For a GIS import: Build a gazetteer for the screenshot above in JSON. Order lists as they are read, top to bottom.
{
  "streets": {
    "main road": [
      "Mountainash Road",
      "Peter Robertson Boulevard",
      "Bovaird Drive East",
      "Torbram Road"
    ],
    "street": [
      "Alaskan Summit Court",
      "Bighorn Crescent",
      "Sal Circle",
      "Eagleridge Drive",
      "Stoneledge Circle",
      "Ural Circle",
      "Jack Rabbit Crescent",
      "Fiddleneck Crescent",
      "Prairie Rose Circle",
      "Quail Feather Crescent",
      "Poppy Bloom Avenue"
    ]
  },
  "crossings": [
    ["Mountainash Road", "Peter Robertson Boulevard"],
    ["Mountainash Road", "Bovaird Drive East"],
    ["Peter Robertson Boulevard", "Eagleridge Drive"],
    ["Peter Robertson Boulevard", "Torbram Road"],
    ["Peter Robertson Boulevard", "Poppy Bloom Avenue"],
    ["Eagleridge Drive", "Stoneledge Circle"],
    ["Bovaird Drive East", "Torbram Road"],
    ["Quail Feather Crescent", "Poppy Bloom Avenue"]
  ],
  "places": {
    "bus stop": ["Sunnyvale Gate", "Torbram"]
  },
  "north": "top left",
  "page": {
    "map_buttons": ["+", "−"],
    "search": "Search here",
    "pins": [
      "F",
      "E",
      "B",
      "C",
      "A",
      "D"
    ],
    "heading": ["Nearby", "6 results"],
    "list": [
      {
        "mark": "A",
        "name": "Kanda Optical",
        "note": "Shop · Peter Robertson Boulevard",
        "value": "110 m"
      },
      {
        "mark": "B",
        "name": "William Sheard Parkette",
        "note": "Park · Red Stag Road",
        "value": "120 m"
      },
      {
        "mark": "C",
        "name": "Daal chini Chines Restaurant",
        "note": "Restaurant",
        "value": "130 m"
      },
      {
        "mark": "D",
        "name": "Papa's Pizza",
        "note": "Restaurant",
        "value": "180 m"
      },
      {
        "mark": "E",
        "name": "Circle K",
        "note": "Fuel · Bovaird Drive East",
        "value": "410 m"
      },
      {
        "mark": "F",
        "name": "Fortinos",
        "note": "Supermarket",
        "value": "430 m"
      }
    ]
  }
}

------------------------

Could you tally the lines of the listing above that contain the word "value"? Give the number by itself.

Reply :: 6